===== SUPPLIED MATERIAL =====

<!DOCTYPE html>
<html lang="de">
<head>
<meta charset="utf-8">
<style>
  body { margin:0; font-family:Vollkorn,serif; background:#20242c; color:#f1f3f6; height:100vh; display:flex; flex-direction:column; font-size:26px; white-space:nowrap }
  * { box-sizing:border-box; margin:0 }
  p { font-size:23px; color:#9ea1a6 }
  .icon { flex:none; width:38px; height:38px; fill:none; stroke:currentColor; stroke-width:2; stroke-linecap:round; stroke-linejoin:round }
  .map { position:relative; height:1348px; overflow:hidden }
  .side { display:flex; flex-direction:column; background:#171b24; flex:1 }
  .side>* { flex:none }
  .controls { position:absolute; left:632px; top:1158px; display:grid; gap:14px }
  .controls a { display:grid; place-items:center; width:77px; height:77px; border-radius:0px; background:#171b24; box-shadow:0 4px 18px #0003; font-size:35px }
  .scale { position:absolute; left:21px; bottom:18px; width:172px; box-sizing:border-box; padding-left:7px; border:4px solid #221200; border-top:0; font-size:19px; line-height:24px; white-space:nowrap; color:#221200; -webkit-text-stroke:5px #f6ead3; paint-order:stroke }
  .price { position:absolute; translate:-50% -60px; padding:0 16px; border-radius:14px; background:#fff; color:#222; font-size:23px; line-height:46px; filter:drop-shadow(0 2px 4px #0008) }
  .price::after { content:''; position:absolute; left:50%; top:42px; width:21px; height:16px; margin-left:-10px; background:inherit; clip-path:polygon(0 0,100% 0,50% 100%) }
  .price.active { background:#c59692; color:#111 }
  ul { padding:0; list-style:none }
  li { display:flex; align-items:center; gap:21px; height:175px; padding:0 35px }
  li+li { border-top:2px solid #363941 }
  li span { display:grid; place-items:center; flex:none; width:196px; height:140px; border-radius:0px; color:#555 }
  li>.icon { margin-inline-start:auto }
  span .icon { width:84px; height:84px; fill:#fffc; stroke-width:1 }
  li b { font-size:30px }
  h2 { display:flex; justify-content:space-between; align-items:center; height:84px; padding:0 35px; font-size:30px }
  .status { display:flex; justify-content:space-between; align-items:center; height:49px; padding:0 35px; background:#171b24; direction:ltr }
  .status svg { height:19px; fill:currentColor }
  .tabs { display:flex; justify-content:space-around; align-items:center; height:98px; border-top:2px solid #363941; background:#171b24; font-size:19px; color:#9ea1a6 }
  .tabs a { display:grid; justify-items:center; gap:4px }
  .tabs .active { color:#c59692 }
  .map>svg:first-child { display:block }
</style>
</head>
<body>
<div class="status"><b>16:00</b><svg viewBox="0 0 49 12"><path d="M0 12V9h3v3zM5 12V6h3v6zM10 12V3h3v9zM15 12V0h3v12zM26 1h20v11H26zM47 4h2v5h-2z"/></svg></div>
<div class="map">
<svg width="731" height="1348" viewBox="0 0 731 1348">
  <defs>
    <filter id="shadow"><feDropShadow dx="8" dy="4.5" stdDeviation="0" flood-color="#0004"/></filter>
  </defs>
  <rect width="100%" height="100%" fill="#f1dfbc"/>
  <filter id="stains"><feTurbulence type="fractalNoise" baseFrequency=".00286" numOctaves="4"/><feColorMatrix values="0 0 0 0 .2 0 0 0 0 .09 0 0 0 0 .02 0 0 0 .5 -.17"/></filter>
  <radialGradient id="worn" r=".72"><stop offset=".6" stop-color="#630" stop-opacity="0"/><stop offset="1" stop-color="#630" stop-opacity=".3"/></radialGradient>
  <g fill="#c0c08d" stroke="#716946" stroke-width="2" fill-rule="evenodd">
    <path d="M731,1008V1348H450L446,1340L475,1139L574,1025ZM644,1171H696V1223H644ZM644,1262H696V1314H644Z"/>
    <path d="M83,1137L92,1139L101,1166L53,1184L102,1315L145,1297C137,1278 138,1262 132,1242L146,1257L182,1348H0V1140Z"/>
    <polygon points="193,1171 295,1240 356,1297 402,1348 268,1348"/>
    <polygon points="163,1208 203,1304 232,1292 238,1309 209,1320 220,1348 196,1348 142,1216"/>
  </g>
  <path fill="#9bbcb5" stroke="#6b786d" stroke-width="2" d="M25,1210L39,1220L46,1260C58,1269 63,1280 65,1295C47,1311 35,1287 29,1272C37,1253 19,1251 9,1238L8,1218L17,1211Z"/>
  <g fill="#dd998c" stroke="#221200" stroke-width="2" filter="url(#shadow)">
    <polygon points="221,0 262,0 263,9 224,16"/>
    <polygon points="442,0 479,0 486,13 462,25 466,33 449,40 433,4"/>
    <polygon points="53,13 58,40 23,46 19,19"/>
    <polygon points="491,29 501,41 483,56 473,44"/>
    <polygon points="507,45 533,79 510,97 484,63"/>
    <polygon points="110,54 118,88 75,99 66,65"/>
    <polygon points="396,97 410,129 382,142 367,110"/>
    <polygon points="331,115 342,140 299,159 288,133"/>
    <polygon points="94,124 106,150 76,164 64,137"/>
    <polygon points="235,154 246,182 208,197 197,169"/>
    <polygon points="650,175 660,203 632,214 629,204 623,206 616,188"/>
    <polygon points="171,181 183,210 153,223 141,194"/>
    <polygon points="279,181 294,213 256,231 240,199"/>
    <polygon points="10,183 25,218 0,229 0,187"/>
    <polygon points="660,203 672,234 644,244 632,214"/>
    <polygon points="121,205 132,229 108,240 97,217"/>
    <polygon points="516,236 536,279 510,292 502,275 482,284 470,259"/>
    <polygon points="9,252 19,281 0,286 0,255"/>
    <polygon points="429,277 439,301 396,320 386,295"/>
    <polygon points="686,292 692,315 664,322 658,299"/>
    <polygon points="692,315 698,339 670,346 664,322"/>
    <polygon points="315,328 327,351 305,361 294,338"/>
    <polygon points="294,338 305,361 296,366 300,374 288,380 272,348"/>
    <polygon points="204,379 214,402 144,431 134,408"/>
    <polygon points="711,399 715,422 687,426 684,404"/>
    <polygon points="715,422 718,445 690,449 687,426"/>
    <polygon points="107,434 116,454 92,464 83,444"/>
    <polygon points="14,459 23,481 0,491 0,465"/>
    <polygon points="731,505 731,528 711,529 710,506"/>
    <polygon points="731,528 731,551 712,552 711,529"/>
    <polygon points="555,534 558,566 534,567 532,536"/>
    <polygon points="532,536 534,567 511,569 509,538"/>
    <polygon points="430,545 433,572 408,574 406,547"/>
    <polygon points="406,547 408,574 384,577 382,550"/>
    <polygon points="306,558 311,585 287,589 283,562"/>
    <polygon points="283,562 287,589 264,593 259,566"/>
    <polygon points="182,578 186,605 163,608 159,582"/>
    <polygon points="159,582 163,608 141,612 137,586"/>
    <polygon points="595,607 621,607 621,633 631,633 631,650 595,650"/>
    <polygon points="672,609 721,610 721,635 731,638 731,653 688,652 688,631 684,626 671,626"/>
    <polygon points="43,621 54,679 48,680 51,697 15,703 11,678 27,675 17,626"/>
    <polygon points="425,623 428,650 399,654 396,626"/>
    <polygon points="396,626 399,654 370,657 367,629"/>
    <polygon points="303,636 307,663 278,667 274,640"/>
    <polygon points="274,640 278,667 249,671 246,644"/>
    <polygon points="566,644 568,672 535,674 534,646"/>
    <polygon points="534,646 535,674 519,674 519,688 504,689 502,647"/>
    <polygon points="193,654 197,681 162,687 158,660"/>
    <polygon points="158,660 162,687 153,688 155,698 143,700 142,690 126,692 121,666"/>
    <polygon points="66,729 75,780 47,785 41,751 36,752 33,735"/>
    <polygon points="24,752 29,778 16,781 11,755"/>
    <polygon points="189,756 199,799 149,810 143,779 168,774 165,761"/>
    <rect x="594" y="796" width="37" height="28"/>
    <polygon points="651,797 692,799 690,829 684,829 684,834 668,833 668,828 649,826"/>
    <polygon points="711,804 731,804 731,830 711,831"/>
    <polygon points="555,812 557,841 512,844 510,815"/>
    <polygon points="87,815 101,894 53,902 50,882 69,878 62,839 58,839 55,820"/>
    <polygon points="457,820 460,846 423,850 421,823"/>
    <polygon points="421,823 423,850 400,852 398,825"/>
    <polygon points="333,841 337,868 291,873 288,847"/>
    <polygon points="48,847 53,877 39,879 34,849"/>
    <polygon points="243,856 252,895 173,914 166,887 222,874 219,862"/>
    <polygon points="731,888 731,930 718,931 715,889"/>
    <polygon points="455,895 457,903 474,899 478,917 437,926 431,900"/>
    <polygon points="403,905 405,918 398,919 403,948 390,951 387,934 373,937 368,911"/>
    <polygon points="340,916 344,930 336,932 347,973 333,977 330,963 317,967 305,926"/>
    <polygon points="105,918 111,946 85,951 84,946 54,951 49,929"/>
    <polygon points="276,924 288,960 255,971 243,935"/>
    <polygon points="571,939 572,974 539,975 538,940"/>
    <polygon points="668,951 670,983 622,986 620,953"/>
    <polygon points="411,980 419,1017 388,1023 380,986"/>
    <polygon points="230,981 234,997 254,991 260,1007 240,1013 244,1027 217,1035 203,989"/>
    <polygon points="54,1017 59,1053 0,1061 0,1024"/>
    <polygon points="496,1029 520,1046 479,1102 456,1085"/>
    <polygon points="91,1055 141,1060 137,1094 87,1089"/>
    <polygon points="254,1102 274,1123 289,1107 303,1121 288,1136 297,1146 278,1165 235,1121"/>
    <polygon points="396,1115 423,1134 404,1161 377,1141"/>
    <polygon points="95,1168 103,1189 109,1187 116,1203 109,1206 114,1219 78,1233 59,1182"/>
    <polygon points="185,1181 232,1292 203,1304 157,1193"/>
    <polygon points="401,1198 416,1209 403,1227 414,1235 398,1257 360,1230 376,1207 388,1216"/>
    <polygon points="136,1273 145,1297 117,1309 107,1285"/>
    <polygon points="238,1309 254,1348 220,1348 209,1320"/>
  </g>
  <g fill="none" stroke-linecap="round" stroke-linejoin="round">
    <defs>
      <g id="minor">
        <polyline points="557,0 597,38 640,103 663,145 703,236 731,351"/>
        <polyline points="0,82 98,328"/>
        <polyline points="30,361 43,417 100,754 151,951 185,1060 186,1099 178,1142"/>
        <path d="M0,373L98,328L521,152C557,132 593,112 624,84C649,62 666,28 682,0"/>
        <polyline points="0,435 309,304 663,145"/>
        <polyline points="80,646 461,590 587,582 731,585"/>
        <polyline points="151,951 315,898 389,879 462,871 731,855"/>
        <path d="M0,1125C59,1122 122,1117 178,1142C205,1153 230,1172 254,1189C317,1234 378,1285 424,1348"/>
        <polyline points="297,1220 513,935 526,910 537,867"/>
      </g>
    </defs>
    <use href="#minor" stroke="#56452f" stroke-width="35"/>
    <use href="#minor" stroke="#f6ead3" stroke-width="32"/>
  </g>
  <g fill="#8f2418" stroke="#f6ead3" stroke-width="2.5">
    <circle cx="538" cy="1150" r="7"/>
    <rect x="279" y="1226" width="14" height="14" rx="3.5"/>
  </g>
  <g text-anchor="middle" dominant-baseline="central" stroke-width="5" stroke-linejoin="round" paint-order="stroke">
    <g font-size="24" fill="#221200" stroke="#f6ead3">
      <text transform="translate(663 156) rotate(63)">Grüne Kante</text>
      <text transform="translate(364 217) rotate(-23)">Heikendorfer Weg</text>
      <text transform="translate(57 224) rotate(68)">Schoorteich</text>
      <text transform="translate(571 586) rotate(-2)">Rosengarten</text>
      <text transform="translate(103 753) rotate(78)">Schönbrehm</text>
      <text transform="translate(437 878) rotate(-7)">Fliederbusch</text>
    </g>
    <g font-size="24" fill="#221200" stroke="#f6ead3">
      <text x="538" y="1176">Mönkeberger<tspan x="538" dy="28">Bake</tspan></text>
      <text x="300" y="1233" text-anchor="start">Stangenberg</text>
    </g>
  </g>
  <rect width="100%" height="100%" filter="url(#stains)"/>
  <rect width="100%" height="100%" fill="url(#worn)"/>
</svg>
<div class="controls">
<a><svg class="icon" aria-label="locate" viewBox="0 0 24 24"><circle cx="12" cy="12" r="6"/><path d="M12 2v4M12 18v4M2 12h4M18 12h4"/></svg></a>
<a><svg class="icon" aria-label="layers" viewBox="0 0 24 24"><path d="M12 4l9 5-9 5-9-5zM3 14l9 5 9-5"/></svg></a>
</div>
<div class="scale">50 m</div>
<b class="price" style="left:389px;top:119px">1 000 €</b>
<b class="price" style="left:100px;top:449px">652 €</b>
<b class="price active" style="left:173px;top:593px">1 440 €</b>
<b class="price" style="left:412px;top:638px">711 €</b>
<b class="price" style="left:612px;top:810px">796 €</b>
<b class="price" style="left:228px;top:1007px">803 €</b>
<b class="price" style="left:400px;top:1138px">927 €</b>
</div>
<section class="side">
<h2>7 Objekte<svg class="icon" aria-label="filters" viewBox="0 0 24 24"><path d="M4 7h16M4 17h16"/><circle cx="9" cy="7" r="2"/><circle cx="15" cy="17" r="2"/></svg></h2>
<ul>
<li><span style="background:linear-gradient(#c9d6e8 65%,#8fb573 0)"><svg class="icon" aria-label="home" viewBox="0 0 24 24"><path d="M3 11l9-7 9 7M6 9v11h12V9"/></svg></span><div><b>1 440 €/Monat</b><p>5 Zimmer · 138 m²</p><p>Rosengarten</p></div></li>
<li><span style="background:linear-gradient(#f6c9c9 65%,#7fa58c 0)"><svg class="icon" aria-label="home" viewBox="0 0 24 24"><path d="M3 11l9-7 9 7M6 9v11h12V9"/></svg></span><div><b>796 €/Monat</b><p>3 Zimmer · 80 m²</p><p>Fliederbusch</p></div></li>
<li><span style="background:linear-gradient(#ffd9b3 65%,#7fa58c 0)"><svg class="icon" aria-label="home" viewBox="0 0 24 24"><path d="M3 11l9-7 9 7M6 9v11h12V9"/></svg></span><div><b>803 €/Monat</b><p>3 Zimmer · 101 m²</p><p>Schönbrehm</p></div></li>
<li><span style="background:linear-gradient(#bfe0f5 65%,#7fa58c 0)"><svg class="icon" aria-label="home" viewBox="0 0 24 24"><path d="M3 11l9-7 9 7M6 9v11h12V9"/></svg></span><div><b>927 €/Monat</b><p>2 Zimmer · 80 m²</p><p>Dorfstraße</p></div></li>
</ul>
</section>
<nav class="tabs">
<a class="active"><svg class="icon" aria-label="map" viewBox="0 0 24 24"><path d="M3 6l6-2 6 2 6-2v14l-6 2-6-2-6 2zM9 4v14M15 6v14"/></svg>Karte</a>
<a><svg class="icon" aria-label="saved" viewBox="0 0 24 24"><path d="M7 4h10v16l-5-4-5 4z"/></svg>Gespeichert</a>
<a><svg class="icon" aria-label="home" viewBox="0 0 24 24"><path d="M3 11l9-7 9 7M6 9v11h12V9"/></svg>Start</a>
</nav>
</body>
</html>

=====

WHAT TO WORK ON ->
Reproduce the lines of the records exactly, from the first one through the line that contains "margin:0; font-family:Vollkorn,serif; background:#20242c;".

EXERCISE RESULT ->
<!DOCTYPE html>
<html lang="de">
<head>
<meta charset="utf-8">
<style>
  body { margin:0; font-family:Vollkorn,serif; background:#20242c; color:#f1f3f6; height:100vh; display:flex; flex-direction:column; font-size:26px; white-space:nowrap }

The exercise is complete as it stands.